**Data section:**
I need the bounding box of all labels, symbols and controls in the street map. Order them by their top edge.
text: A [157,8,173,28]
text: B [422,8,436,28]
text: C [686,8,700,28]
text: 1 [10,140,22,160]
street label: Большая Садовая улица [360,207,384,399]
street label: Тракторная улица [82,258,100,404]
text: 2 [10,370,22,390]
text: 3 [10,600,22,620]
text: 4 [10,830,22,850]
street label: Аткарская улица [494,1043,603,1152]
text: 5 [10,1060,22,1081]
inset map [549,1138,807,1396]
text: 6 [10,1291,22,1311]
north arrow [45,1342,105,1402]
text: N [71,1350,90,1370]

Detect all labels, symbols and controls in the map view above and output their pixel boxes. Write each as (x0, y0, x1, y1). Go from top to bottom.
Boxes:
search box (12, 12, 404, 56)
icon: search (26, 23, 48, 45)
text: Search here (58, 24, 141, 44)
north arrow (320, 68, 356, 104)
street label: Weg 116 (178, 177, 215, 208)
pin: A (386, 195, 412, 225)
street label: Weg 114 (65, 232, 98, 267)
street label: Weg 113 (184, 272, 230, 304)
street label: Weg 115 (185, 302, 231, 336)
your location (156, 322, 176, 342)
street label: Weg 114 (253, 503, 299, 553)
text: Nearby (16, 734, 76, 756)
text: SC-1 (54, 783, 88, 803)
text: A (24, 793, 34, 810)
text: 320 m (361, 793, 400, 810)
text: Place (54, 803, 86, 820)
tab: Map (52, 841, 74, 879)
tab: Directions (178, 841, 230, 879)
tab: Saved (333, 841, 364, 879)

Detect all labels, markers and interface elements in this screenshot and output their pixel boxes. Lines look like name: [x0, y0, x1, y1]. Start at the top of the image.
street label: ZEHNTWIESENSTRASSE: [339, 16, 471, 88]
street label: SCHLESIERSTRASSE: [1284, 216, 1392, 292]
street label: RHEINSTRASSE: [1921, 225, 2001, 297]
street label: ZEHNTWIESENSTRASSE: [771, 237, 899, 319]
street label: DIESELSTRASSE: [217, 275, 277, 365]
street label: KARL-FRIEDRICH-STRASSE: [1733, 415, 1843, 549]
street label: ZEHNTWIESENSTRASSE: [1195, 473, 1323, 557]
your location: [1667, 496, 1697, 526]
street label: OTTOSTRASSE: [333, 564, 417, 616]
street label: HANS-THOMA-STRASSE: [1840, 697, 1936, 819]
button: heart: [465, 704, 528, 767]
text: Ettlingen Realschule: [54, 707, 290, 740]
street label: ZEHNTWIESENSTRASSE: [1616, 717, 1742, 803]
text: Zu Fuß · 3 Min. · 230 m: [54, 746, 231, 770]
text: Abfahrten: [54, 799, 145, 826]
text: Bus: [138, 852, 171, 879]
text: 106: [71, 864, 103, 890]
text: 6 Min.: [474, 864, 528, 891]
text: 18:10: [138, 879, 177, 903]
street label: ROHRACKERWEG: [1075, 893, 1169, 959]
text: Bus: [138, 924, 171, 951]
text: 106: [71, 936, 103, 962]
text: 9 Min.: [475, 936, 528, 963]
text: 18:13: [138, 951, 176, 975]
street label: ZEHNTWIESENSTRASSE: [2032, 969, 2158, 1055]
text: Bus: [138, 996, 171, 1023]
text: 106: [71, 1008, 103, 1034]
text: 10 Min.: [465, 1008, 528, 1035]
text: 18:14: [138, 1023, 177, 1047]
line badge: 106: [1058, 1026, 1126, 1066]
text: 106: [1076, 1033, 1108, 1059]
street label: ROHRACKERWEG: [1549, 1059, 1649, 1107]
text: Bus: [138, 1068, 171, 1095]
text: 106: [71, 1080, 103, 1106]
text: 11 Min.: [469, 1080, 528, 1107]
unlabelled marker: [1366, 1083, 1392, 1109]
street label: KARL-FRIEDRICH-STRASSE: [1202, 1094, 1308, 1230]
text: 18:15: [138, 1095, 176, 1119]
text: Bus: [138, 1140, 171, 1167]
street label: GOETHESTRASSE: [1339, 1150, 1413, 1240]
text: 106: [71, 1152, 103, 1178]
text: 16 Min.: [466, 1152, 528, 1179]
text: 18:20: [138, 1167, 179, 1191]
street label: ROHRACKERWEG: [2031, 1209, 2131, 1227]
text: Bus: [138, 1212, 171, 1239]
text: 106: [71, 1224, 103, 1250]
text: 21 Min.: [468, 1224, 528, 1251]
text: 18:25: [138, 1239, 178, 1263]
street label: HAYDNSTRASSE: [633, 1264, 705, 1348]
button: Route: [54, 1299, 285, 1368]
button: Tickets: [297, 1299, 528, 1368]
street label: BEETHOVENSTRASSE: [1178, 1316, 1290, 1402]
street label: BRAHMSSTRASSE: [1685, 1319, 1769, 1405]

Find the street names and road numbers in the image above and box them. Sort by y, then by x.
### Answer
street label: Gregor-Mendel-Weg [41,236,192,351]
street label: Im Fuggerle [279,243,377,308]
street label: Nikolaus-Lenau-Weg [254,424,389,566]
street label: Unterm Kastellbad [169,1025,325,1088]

**Problem to work on:**
Transcribe every record above exactly as it appears.

**Exercise solution:**
I need the bounding box of all labels, symbols and controls in the street map. Order them by their top edge.
text: A [157,8,173,28]
text: B [422,8,436,28]
text: C [686,8,700,28]
text: 1 [10,140,22,160]
street label: Большая Садовая улица [360,207,384,399]
street label: Тракторная улица [82,258,100,404]
text: 2 [10,370,22,390]
text: 3 [10,600,22,620]
text: 4 [10,830,22,850]
street label: Аткарская улица [494,1043,603,1152]
text: 5 [10,1060,22,1081]
inset map [549,1138,807,1396]
text: 6 [10,1291,22,1311]
north arrow [45,1342,105,1402]
text: N [71,1350,90,1370]

Detect all labels, symbols and controls in the map view above and output their pixel boxes. Write each as (x0, y0, x1, y1). Go from top to bottom.
Boxes:
search box (12, 12, 404, 56)
icon: search (26, 23, 48, 45)
text: Search here (58, 24, 141, 44)
north arrow (320, 68, 356, 104)
street label: Weg 116 (178, 177, 215, 208)
pin: A (386, 195, 412, 225)
street label: Weg 114 (65, 232, 98, 267)
street label: Weg 113 (184, 272, 230, 304)
street label: Weg 115 (185, 302, 231, 336)
your location (156, 322, 176, 342)
street label: Weg 114 (253, 503, 299, 553)
text: Nearby (16, 734, 76, 756)
text: SC-1 (54, 783, 88, 803)
text: A (24, 793, 34, 810)
text: 320 m (361, 793, 400, 810)
text: Place (54, 803, 86, 820)
tab: Map (52, 841, 74, 879)
tab: Directions (178, 841, 230, 879)
tab: Saved (333, 841, 364, 879)

Detect all labels, markers and interface elements in this screenshot and output their pixel boxes. Lines look like name: [x0, y0, x1, y1]. Start at the top of the image.
street label: ZEHNTWIESENSTRASSE: [339, 16, 471, 88]
street label: SCHLESIERSTRASSE: [1284, 216, 1392, 292]
street label: RHEINSTRASSE: [1921, 225, 2001, 297]
street label: ZEHNTWIESENSTRASSE: [771, 237, 899, 319]
street label: DIESELSTRASSE: [217, 275, 277, 365]
street label: KARL-FRIEDRICH-STRASSE: [1733, 415, 1843, 549]
street label: ZEHNTWIESENSTRASSE: [1195, 473, 1323, 557]
your location: [1667, 496, 1697, 526]
street label: OTTOSTRASSE: [333, 564, 417, 616]
street label: HANS-THOMA-STRASSE: [1840, 697, 1936, 819]
button: heart: [465, 704, 528, 767]
text: Ettlingen Realschule: [54, 707, 290, 740]
street label: ZEHNTWIESENSTRASSE: [1616, 717, 1742, 803]
text: Zu Fuß · 3 Min. · 230 m: [54, 746, 231, 770]
text: Abfahrten: [54, 799, 145, 826]
text: Bus: [138, 852, 171, 879]
text: 106: [71, 864, 103, 890]
text: 6 Min.: [474, 864, 528, 891]
text: 18:10: [138, 879, 177, 903]
street label: ROHRACKERWEG: [1075, 893, 1169, 959]
text: Bus: [138, 924, 171, 951]
text: 106: [71, 936, 103, 962]
text: 9 Min.: [475, 936, 528, 963]
text: 18:13: [138, 951, 176, 975]
street label: ZEHNTWIESENSTRASSE: [2032, 969, 2158, 1055]
text: Bus: [138, 996, 171, 1023]
text: 106: [71, 1008, 103, 1034]
text: 10 Min.: [465, 1008, 528, 1035]
text: 18:14: [138, 1023, 177, 1047]
line badge: 106: [1058, 1026, 1126, 1066]
text: 106: [1076, 1033, 1108, 1059]
street label: ROHRACKERWEG: [1549, 1059, 1649, 1107]
text: Bus: [138, 1068, 171, 1095]
text: 106: [71, 1080, 103, 1106]
text: 11 Min.: [469, 1080, 528, 1107]
unlabelled marker: [1366, 1083, 1392, 1109]
street label: KARL-FRIEDRICH-STRASSE: [1202, 1094, 1308, 1230]
text: 18:15: [138, 1095, 176, 1119]
text: Bus: [138, 1140, 171, 1167]
street label: GOETHESTRASSE: [1339, 1150, 1413, 1240]
text: 106: [71, 1152, 103, 1178]
text: 16 Min.: [466, 1152, 528, 1179]
text: 18:20: [138, 1167, 179, 1191]
street label: ROHRACKERWEG: [2031, 1209, 2131, 1227]
text: Bus: [138, 1212, 171, 1239]
text: 106: [71, 1224, 103, 1250]
text: 21 Min.: [468, 1224, 528, 1251]
text: 18:25: [138, 1239, 178, 1263]
street label: HAYDNSTRASSE: [633, 1264, 705, 1348]
button: Route: [54, 1299, 285, 1368]
button: Tickets: [297, 1299, 528, 1368]
street label: BEETHOVENSTRASSE: [1178, 1316, 1290, 1402]
street label: BRAHMSSTRASSE: [1685, 1319, 1769, 1405]

Find the street names and road numbers in the image above and box them. Sort by y, then by x.
### Answer
street label: Gregor-Mendel-Weg [41,236,192,351]
street label: Im Fuggerle [279,243,377,308]
street label: Nikolaus-Lenau-Weg [254,424,389,566]
street label: Unterm Kastellbad [169,1025,325,1088]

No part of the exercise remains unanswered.